Loving Your Neighbor
Romans 15:2
Sermon Transcript by Rev. Ernest O’Neill
If you just think of the person sitting beside you at this moment or you think of the person that
you live at home with — might be your husband or wife, or it might be your friend or a roommate —
or you think of the colleagues that you have at work through the week, what should your attitude to
them be?
What should your attitude be? The negative side of that attitude we talked about last Sunday and
maybe you’d look at where it is mentioned. It’s Romans Chapter 15, in that Black Bible there. And
it’s Romans 15:1, “We who are strong ought to bear with the failings of the weak, and not to please
ourselves.”
And you remember we looked at the Greek verb for “bear” is “bastedzein”. It’s actually the verb that
is used in that verse that we all know, “Surely he has borne our griefs [sicknesses] and carried our
sorrows [pains]. [Isaiah 53:4] And you remember we shared last Sunday that that’s the real spirit of
“bear” here. The Revised Standard Version translation is inadequate. It says, “We who are strong”

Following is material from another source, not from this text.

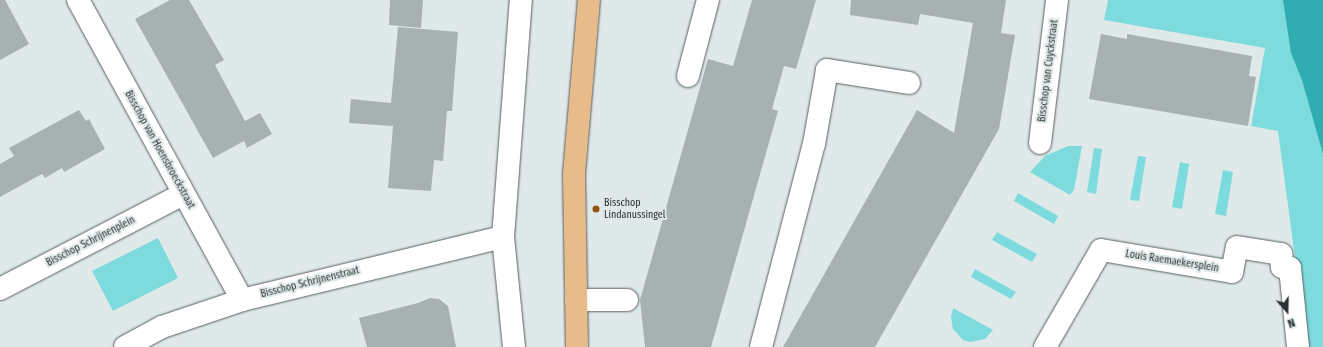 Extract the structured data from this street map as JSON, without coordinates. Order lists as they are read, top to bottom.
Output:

(those of us who are able) ”ought to bear with the failings of the weak.” Well, no, the Greek means,
we ought to BEAR the failings of the weak, we ought to CARRY them — not bear with them in the sense
of put up with them. So, our attitude to the loved one sitting beside us or, to our friend at work,
it’s not to be an attitude of putting up with their failings or bearing with them, but bearing them.
If they are less able compared with us in regard to facing an aggressive salesman, then we’re to
bear the aggressive salesman for them. If they have trouble with things like faucets or storm
windows, we’re to bear that. We are to bear it and do it and carry it for them. We’ve to absorb it
for them. Just as Jesus bore our sins, bore our AIDS — because not everybody who has AIDS are the
only people who have AIDS. There are many others that Jesus has borne the AIDS for them. Jesus bore
our AIDS. He bore our ulcers, he bore our sins and bore our pains and our agonies and absorbed them
in his own body.
And then as God, his Father looked down and said, “What is that?” and he was pointing at you. Jesus
said, “Oh, she is my thumb or he is my finger, they are part of me and the clean, fresh body that I
have, that’s who they are. They are part of my body.” That’s the sense in which we have to bear the
weaknesses and failings of those less able than ourselves. We’re to cover up. We’re to cover up for
them.
If they mess up an arrangement for an evening out, we’ve to cover up. We’ve to cover it up. We’ve to
enable them to ignore it, to hardly notice it. That’s what it means to bear the failings of the
weak. We are always to be absorbing things for somebody else who can’t carry it themselves. Now,
that’s just the negative side, loved ones, of that.
Why are we to do that? Well, the verse that we’re studying today explains it. So, maybe you’d look
at it in the same chapter and the next verse. It’s Romans 15:2. We’ve to do that for this reason.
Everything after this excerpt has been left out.